- Netflix release poster
- Directed by: Kitty Green
- Produced by: Kitty Green; Scott Macaulay; James Schamus;
- Cinematography: Michael Latham
- Edited by: Davis Coombe
- Music by: Nathan Larson
- Production companies: Forensic Films; Symbolic Exchange; Meridian Entertainment;
- Distributed by: Netflix
- Release dates: January 22, 2017 (Sundance); April 28, 2017; (Netflix)
- Running time: 80 minutes
- Countries: Australia; United States;
- Language: English

= Casting JonBenet =

2017 American documentary film

Casting JonBenet is a 2017 documentary film about the death of JonBenét Ramsey and the large impact it left behind. The film was directed by Kitty Green.

==Synopsis==
Casting JonBenet documents the casting process for the re-enactments in the documentary. Various Colorado-area actors are interviewed and tested for the roles of real people involved in the case, including John and Patsy Ramsey, Burke Ramsey, John Mark Karr and Boulder police officials.
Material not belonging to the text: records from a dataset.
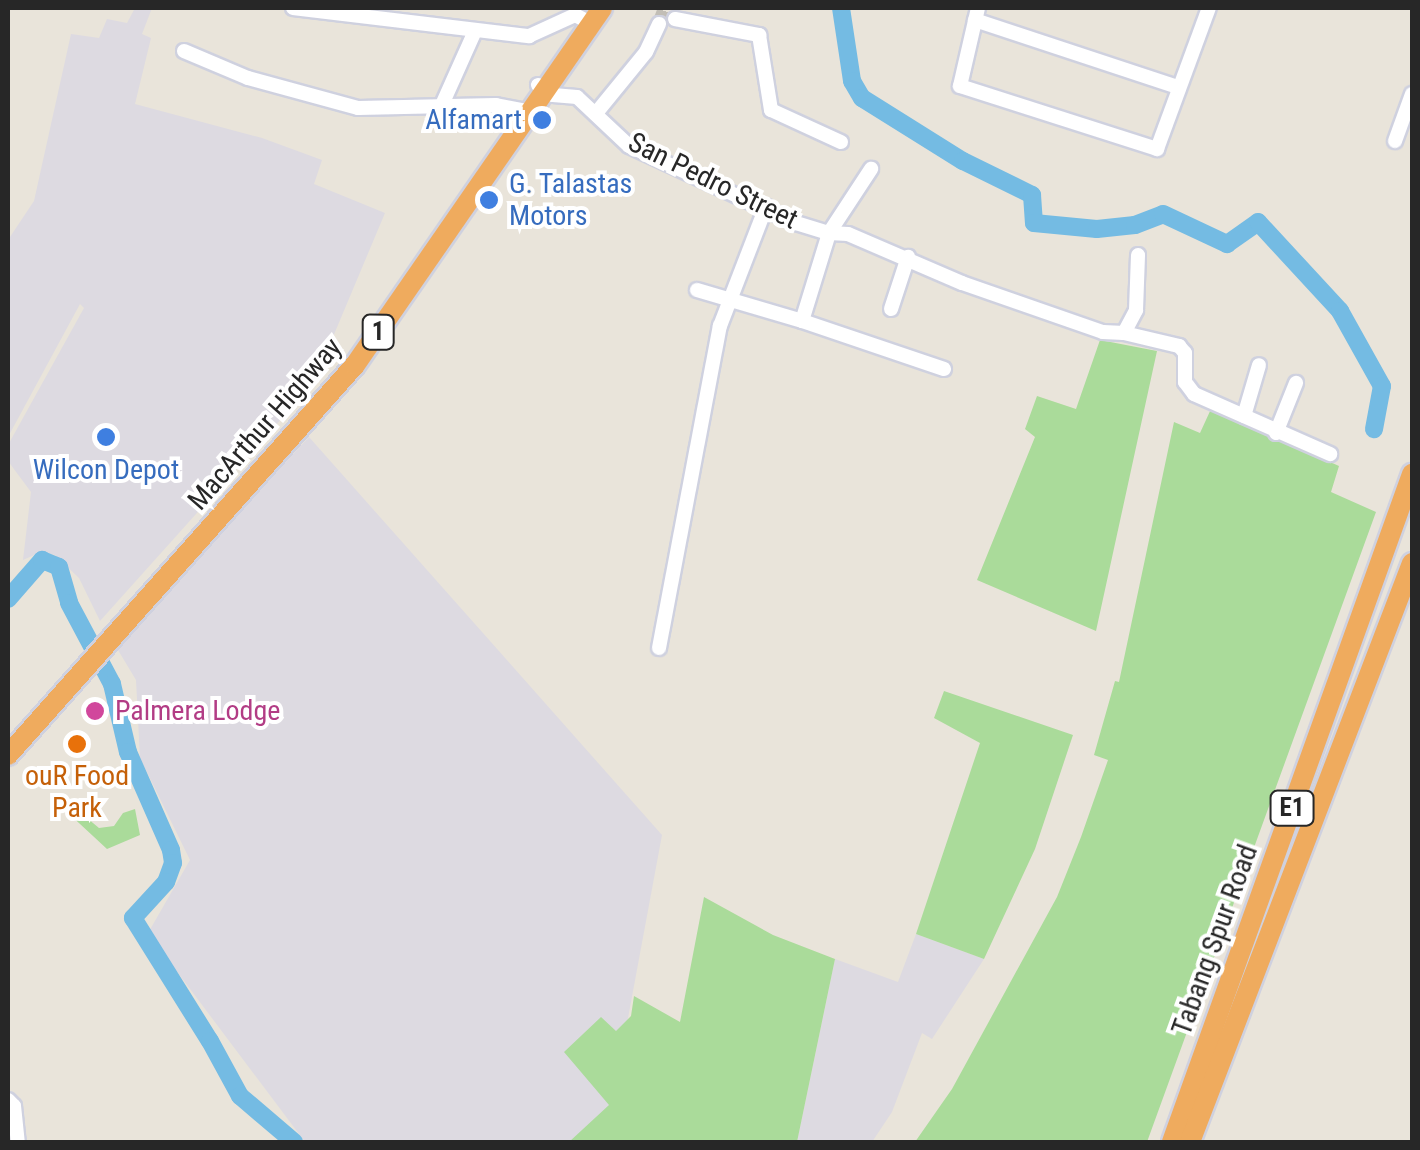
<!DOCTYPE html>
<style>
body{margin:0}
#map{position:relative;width:1420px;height:1150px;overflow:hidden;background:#e9e4da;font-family:"Roboto Condensed",sans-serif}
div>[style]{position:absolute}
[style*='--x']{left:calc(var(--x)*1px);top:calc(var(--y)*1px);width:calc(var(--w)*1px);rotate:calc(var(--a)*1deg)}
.industrial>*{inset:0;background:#dddae1}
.green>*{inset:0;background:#aadb9a}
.river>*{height:18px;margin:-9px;padding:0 9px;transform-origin:9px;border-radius:9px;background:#74bbe3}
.minor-tunnel>*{height:14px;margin-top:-7px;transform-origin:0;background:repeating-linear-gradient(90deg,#c2beb6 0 14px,transparent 0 21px)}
.roads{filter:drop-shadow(2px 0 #cfd1df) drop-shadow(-2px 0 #cfd1df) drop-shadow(0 2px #cfd1df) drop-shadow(0 -2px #cfd1df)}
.minor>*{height:14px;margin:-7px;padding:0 7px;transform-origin:7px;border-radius:7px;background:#fff}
.highway>*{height:20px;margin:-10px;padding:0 10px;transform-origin:10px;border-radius:10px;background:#efab5e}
.dots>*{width:28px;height:28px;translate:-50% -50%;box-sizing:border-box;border:5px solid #fff;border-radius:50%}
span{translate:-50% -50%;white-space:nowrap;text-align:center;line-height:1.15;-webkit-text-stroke:8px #fff;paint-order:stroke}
.shield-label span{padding:2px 8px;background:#fff;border:2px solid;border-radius:8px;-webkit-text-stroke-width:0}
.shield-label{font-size:25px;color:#272727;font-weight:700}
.shop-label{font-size:28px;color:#366cbe}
.right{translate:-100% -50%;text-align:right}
.left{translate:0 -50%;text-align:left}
.street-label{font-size:28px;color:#272727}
.hotel-label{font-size:28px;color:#b23c85}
.food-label{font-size:28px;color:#c56008}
.frame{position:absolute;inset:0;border:10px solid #272727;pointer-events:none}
</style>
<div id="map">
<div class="industrial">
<i style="clip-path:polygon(135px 8px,152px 8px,142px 34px,151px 38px,135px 104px,262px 138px,322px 160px,314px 184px,385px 213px,322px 363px,327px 368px,100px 621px,79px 578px,55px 555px,41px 552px,23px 560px,31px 492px,8px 461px,8px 445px,84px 308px,80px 304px,8px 437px,8px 240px,34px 201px,71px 34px,99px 38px,107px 19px,127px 23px)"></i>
<i style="clip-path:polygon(309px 437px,662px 835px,605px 1142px,305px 1142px,148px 933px,190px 860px,140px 758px,136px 680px,115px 645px)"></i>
<i style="clip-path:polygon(916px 934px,984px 959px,932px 1039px,922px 1033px,892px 1112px,872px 1142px,797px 1142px,835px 959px,898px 982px)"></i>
</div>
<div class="green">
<i style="clip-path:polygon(1100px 340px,1157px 351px,1096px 631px,977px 580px,1035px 437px,1025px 429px,1037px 396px,1076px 409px)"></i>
<i style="clip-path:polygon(1211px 409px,1339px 466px,1331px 492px,1376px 512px,1147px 1142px,915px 1142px,952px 1089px,1057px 897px,1081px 837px,1108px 760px,1094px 755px,1115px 681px,1119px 682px,1174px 422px,1200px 433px)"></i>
<i style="clip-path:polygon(944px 691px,1073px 735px,1035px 849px,984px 959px,916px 934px,980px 743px,934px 718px)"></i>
<i style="clip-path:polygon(83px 804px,87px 818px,99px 828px,114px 826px,123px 813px,135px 809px,140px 835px,107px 849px,66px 811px)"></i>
<i style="clip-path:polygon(704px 897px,773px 935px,835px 959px,797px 1142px,569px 1142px,609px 1105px,564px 1052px,601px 1017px,616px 1031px,631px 1016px,634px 996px,680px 1022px)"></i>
</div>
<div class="river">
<i style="--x:841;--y:8;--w:74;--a:81.4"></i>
<i style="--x:852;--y:81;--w:20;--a:60"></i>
<i style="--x:862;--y:98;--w:119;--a:32"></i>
<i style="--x:963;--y:161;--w:77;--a:26.2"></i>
<i style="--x:1032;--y:195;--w:28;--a:86"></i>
<i style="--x:1034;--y:223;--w:63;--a:5.4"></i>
<i style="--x:1097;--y:229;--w:38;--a:-6"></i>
<i style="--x:1135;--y:225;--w:30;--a:-21"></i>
<i style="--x:1163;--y:214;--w:71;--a:25.1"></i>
<i style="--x:1227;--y:244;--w:38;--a:-35"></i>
<i style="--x:1258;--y:222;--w:121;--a:47.3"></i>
<i style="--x:1340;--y:311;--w:86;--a:60.8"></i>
<i style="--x:1382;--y:386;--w:44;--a:100.5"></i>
<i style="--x:8;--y:599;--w:52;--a:-48.9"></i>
<i style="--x:42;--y:560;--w:18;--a:22"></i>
<i style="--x:59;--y:567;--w:37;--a:74"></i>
<i style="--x:69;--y:603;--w:92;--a:62"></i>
<i style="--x:112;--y:684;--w:70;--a:76.8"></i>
<i style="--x:128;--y:752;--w:107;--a:66.3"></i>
<i style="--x:171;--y:850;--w:13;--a:81"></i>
<i style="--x:173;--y:863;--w:20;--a:110"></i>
<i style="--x:166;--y:882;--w:49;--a:132.5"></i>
<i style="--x:133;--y:918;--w:145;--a:58"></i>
<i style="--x:210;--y:1041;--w:63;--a:61.4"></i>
<i style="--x:240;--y:1096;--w:71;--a:40.4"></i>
</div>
<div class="minor-tunnel">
<i style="--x:659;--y:24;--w:17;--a:-69"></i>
</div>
<div class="roads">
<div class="minor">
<i style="--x:293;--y:8;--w:238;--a:6.8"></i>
<i style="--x:529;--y:36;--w:51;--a:-24.5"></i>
<i style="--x:575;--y:15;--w:18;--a:27"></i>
<i style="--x:978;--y:8;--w:80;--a:103"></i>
<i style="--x:960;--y:86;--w:207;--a:17.7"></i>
<i style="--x:1157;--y:149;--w:150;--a:-69.8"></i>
<i style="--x:675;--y:19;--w:86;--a:10.8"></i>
<i style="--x:759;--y:35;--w:76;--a:80.9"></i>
<i style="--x:771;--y:110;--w:77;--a:24.6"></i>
<i style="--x:975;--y:20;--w:214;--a:18.3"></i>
<i style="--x:184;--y:51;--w:69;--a:22.9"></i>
<i style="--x:248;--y:78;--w:114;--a:15.3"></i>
<i style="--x:358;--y:108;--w:138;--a:-1.2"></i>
<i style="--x:496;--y:105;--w:36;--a:11"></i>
<i style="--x:538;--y:85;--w:18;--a:34"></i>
<i style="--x:553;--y:95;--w:24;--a:5"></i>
<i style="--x:577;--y:97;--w:71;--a:43.3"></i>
<i style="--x:629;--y:146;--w:184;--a:24.8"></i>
<i style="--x:796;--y:223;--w:34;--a:17"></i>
<i style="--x:829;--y:233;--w:77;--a:-56.7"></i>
<i style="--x:441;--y:107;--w:83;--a:-65.9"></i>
<i style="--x:597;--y:112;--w:77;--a:-50.8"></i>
<i style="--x:646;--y:52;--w:31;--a:-65"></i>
<i style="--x:1395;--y:141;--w:50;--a:-70.1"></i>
<i style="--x:697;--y:290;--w:109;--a:16.4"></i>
<i style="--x:891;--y:309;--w:55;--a:-71.9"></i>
<i style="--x:1124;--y:333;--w:57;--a:13.3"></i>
<i style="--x:1179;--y:346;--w:9;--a:49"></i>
<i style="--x:1185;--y:353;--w:29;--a:90"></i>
<i style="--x:1185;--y:382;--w:15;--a:53"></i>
<i style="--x:1194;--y:394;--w:149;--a:23.8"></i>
<i style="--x:944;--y:369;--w:150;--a:-161.3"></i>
<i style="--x:802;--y:321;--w:92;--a:-72.9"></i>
<i style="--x:829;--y:233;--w:19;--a:3"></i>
<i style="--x:848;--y:234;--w:124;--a:23.3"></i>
<i style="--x:962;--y:283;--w:149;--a:19.2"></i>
<i style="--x:1103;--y:332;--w:21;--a:3"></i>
<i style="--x:1124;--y:333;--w:26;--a:-62"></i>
<i style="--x:1136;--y:310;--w:55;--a:-87.9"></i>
<i style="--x:1244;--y:416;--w:53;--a:-73.6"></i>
<i style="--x:1276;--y:433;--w:54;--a:-68.2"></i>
<i style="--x:659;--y:648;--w:328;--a:-79.3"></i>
<i style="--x:720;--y:326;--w:128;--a:-68.9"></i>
<i style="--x:8;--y:1100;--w:8;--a:45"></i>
<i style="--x:14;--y:1106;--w:36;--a:84"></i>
</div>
<div class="highway">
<i style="--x:8;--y:755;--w:522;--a:-48.34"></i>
<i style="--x:355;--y:365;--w:434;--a:-55.3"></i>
<i style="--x:1172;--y:1142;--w:710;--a:-70.24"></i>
<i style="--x:1190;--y:1142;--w:620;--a:-69.02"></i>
</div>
</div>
<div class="dots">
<i style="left:542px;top:120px;background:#3f7fe0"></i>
<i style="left:489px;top:200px;background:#3f7fe0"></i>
<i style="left:106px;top:437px;background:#3f7fe0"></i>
<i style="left:95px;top:711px;background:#d1479c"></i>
<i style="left:77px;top:744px;background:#e8710a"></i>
</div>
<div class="shield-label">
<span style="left:378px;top:332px">1</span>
<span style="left:1292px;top:808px">E1</span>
</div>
<div class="shop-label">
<span class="right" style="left:522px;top:120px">Alfamart</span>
<span class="left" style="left:509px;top:200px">G. Talastas<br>Motors</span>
<span style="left:106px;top:470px">Wilcon Depot</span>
</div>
<div class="street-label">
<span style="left:713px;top:181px;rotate:26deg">San Pedro Street</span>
<span style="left:265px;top:424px;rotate:-49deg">MacArthur Highway</span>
<span style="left:1215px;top:940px;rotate:-70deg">Tabang Spur Road</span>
</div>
<div class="hotel-label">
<span class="left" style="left:115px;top:711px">Palmera Lodge</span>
</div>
<div class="food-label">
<span style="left:77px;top:792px">ouR Food<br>Park</span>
</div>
<div class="frame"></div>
</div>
During the process, the would-be actors, dressed as the individuals they are auditioning for, reveal their emotions about the case and offer their own speculations. Rather than documenting the crime, the film observes how the events have become a point of pop-cultural obsession and conspiracy.

==Release==
The film premiered in January 2017 at the Sundance Film Festival. Netflix gained the rights to distribute Casting JonBenet, and began streaming it on April 28, 2017.

==Reception==
Casting JonBenet received positive reviews upon release. On review aggregator website Rotten Tomatoes, the film holds an approval rating of 81%, based on 47 reviews, and an average rating of 7.3/10. The website's critical consensus reads, "Casting JonBenéts unorthodox approach to its genre sets it apart in a crowded field, making for a uniquely thought-provoking true crime documentary hybrid." On Metacritic, it holds a rating of 74 out of 100, based on 14 reviews, indicating "generally favorable" reviews.